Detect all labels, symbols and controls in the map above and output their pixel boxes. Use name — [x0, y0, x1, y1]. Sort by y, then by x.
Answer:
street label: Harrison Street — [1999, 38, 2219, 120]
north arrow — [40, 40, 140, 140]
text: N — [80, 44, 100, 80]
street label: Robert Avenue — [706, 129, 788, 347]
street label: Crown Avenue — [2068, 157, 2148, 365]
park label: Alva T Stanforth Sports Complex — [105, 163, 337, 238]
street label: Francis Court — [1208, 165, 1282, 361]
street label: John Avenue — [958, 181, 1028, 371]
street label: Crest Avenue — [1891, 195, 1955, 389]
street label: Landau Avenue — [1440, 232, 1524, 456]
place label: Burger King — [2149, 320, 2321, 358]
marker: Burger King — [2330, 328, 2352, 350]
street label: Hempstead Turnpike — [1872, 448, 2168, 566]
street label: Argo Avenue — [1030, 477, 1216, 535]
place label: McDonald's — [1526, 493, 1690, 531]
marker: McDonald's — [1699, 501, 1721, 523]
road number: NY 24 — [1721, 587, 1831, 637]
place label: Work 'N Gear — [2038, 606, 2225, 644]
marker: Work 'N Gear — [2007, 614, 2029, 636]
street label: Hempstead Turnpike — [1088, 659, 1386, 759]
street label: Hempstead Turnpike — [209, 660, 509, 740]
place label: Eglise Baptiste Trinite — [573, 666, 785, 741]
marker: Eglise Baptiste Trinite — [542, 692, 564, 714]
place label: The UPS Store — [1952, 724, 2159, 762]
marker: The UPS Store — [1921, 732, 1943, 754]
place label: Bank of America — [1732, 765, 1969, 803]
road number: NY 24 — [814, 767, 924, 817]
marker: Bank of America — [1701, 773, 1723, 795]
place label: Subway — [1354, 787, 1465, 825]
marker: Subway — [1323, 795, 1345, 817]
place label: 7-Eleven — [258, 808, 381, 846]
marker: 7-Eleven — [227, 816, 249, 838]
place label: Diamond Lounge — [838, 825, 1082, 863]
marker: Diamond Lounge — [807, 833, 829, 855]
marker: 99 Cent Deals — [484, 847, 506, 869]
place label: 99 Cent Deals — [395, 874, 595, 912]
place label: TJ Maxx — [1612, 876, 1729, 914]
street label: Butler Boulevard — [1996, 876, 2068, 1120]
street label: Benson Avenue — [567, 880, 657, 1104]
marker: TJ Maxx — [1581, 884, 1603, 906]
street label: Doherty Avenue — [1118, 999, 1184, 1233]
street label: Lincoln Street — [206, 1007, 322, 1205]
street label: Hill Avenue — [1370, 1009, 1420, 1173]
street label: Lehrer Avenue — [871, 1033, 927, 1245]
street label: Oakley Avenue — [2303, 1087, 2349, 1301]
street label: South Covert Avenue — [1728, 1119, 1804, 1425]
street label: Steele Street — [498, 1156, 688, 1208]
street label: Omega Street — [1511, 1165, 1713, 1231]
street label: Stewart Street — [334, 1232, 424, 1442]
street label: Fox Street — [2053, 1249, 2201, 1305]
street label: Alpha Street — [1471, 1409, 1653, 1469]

- **Assignment**
All of the entries should be output exactly as they appear above.

- **Answer to the exercise**
Detect all labels, symbols and controls in the map above and output their pixel boxes. Use name — [x0, y0, x1, y1]. Sort by y, then by x.
Answer:
street label: Harrison Street — [1999, 38, 2219, 120]
north arrow — [40, 40, 140, 140]
text: N — [80, 44, 100, 80]
street label: Robert Avenue — [706, 129, 788, 347]
street label: Crown Avenue — [2068, 157, 2148, 365]
park label: Alva T Stanforth Sports Complex — [105, 163, 337, 238]
street label: Francis Court — [1208, 165, 1282, 361]
street label: John Avenue — [958, 181, 1028, 371]
street label: Crest Avenue — [1891, 195, 1955, 389]
street label: Landau Avenue — [1440, 232, 1524, 456]
place label: Burger King — [2149, 320, 2321, 358]
marker: Burger King — [2330, 328, 2352, 350]
street label: Hempstead Turnpike — [1872, 448, 2168, 566]
street label: Argo Avenue — [1030, 477, 1216, 535]
place label: McDonald's — [1526, 493, 1690, 531]
marker: McDonald's — [1699, 501, 1721, 523]
road number: NY 24 — [1721, 587, 1831, 637]
place label: Work 'N Gear — [2038, 606, 2225, 644]
marker: Work 'N Gear — [2007, 614, 2029, 636]
street label: Hempstead Turnpike — [1088, 659, 1386, 759]
street label: Hempstead Turnpike — [209, 660, 509, 740]
place label: Eglise Baptiste Trinite — [573, 666, 785, 741]
marker: Eglise Baptiste Trinite — [542, 692, 564, 714]
place label: The UPS Store — [1952, 724, 2159, 762]
marker: The UPS Store — [1921, 732, 1943, 754]
place label: Bank of America — [1732, 765, 1969, 803]
road number: NY 24 — [814, 767, 924, 817]
marker: Bank of America — [1701, 773, 1723, 795]
place label: Subway — [1354, 787, 1465, 825]
marker: Subway — [1323, 795, 1345, 817]
place label: 7-Eleven — [258, 808, 381, 846]
marker: 7-Eleven — [227, 816, 249, 838]
place label: Diamond Lounge — [838, 825, 1082, 863]
marker: Diamond Lounge — [807, 833, 829, 855]
marker: 99 Cent Deals — [484, 847, 506, 869]
place label: 99 Cent Deals — [395, 874, 595, 912]
place label: TJ Maxx — [1612, 876, 1729, 914]
street label: Butler Boulevard — [1996, 876, 2068, 1120]
street label: Benson Avenue — [567, 880, 657, 1104]
marker: TJ Maxx — [1581, 884, 1603, 906]
street label: Doherty Avenue — [1118, 999, 1184, 1233]
street label: Lincoln Street — [206, 1007, 322, 1205]
street label: Hill Avenue — [1370, 1009, 1420, 1173]
street label: Lehrer Avenue — [871, 1033, 927, 1245]
street label: Oakley Avenue — [2303, 1087, 2349, 1301]
street label: South Covert Avenue — [1728, 1119, 1804, 1425]
street label: Steele Street — [498, 1156, 688, 1208]
street label: Omega Street — [1511, 1165, 1713, 1231]
street label: Stewart Street — [334, 1232, 424, 1442]
street label: Fox Street — [2053, 1249, 2201, 1305]
street label: Alpha Street — [1471, 1409, 1653, 1469]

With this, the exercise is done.